Life made us, and it will go on without us. We made the ego, so we can live without it. But the ego can’t live without us. Thus, it keeps trying to show how important it is. Like any successful parasite, it feeds on its host without the host realizing it’s even there.
And therein lies the problem. When we identify with the ego, which is constantly trying to assert its importance to survive, it’s no surprise that we exhibit the same unhealthy patterns. To the ego, relevance is required for its existence. So, of course (though not naturally), we feel the same.
That’s also why fighting the ego never works. Who is it that’s fighting? It’s still the ego. That’s why fighting just makes it stronger.
Then what do we do?
Ignore it. An ignored guest doesn’t stay for long.
But even that is easier said than done. It’s hard to ignore something we think is us.
Therefore, to be free, maybe we have to let go of who we think we are, so we can recognize who we really are.
Perhaps that’s why Eckhart Tolle told us that, “The secret of life is to ‘die before you die’ — and find that there is no death.”
The scariest part of my journey was realizing that everything I believed—even who I thought I was—wasn’t true. That moment was simultaneously terrifying and liberating.
This poem came to me during one of the intensives at the ashram in India where I lived.
We had been talking about death in all its forms. I was sitting outside the Satsang hall, watching the leaves on a tree, and suddenly this poem burst out of me.
It was the first poem I ever wrote, and it’s still my favorite.
The fall I am beginning to brown, my time has come. All used up, I’ve served well. But I fear the fall, I’m not ready to go. So I cling hard to this branch, it’s all that I know. But to struggle is futile, of this I am sure. What’s left is to relax. Release. And as that gentle breeze comes, it finds me ready.

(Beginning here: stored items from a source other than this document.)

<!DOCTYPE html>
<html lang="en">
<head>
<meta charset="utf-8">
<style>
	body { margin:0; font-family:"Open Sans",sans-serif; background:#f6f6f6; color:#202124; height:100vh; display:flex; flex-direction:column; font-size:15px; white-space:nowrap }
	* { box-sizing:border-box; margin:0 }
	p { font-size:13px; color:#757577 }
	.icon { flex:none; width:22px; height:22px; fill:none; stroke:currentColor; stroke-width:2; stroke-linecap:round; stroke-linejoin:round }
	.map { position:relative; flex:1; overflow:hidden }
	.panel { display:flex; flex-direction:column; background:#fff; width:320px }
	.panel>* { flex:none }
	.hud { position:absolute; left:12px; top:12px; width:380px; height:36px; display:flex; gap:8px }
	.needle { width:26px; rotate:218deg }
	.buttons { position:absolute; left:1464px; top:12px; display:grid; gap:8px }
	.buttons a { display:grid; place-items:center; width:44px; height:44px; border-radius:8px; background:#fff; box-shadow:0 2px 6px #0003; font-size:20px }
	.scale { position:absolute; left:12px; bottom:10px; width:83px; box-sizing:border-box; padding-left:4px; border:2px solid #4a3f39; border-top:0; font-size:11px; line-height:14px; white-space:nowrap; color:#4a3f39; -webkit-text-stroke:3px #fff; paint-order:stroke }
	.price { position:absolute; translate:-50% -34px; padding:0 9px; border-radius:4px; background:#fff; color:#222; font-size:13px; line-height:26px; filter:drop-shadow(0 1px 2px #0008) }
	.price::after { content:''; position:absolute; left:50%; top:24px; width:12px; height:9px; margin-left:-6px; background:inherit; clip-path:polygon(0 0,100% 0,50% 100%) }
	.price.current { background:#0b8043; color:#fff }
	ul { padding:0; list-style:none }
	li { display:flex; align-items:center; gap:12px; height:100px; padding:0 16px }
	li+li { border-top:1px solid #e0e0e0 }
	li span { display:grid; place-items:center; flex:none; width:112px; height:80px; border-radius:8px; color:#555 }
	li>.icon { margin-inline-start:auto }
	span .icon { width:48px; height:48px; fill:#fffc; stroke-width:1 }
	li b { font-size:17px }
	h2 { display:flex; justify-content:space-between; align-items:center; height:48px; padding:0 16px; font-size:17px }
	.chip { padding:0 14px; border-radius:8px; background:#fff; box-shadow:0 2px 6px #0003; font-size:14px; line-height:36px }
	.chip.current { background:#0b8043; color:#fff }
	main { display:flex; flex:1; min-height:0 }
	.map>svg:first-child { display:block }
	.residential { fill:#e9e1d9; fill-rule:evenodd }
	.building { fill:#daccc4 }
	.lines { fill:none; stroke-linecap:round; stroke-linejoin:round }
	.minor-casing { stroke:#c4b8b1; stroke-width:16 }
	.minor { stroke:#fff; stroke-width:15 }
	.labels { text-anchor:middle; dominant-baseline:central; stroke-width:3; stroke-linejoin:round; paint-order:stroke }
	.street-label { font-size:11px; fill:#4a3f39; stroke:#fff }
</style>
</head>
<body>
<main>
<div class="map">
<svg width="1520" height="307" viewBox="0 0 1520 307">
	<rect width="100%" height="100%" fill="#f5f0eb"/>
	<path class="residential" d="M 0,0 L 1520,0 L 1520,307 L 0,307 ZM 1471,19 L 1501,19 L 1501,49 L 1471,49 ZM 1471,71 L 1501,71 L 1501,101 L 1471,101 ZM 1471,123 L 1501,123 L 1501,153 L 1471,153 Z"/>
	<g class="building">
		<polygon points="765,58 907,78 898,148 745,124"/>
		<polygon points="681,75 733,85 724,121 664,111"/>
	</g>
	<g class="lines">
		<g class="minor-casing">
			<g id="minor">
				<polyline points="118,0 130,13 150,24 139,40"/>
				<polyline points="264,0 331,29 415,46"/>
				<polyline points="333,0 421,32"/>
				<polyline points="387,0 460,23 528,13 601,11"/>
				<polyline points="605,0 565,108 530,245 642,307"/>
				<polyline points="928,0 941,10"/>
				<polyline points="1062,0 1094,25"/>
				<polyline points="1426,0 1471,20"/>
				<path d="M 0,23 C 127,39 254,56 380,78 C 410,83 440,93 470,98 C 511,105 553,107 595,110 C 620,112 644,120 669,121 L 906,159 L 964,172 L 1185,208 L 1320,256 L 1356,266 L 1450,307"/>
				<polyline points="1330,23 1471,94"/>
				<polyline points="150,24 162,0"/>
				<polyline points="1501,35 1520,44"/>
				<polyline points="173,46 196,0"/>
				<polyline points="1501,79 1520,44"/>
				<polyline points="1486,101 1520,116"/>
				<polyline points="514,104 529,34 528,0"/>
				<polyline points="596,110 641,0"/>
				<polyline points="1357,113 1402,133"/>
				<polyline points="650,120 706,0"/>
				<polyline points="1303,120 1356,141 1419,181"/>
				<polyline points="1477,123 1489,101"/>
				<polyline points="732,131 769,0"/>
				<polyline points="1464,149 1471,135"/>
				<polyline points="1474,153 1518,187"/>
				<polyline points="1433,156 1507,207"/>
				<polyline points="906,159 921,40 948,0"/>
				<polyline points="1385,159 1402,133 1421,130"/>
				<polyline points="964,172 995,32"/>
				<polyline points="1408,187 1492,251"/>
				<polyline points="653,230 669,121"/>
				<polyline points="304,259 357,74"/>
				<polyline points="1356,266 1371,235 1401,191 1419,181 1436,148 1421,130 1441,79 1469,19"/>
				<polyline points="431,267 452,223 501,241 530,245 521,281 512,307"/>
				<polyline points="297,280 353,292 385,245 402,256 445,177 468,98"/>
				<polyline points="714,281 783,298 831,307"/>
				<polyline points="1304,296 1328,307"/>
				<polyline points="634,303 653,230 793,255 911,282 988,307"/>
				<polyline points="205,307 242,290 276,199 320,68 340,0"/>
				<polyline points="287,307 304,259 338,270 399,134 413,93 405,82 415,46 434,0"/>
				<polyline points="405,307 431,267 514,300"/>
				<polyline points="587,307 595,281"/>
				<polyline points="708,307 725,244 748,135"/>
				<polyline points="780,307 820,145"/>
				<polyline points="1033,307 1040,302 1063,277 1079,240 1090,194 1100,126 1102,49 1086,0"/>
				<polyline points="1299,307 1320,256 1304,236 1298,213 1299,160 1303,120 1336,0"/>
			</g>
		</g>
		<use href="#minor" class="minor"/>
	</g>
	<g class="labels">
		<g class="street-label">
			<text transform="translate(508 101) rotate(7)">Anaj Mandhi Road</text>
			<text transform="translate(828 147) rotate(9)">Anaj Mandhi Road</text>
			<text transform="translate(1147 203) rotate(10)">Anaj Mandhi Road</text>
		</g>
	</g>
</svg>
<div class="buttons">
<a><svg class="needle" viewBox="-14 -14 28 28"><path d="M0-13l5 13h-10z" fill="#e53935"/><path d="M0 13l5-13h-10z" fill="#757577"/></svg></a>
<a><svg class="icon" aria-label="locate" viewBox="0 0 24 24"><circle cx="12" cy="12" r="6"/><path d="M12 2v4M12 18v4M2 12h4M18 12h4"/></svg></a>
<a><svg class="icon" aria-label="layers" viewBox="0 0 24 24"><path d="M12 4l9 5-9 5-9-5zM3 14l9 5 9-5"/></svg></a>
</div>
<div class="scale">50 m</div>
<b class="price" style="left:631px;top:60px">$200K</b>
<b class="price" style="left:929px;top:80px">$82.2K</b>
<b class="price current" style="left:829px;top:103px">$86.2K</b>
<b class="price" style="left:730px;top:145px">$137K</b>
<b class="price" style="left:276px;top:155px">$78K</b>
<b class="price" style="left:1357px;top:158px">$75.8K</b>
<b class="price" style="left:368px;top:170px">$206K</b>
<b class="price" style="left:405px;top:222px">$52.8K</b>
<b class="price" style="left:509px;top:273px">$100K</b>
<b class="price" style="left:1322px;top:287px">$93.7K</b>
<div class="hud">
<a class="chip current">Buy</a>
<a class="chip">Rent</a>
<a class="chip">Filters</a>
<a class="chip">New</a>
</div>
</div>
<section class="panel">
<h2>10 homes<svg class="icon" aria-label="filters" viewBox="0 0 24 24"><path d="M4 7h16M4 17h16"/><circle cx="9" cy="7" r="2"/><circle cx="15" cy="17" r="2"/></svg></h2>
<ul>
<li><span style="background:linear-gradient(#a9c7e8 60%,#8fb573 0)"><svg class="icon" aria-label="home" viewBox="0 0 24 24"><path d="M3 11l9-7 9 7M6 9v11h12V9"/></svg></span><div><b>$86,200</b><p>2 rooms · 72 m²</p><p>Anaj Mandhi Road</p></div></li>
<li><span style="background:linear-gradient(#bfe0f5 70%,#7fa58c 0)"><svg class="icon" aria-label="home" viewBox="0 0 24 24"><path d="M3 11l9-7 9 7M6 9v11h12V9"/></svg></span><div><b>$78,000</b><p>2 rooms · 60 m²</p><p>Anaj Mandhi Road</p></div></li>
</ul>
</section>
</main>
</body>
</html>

To fall is so natural. And only once I’ve landed do I realize— I was the tree all along.
So, back to the original opening of this reflection. How do we free ourselves from attachments to results? Perhaps to be free from attachment has nothing to do with letting go of results. Rather, it has to do with letting go of the false identity that believes it has to do in order to be.
Perhaps freedom is realizing that I’m not a lonely leaf. For though the leaf might seem separate, it’s only in appearance. In time, it comes from, and inevitably returns to, its source. How could it be anything but the tree itself?
The Upanishads remind us, “What delusion, what sorrow, can there be
for one who sees this oneness of all things?”
Do I have the courage to die to my past and to any notion I’ve had of the future? Once who I think I am dies, then perhaps who I Am can shine through the opening.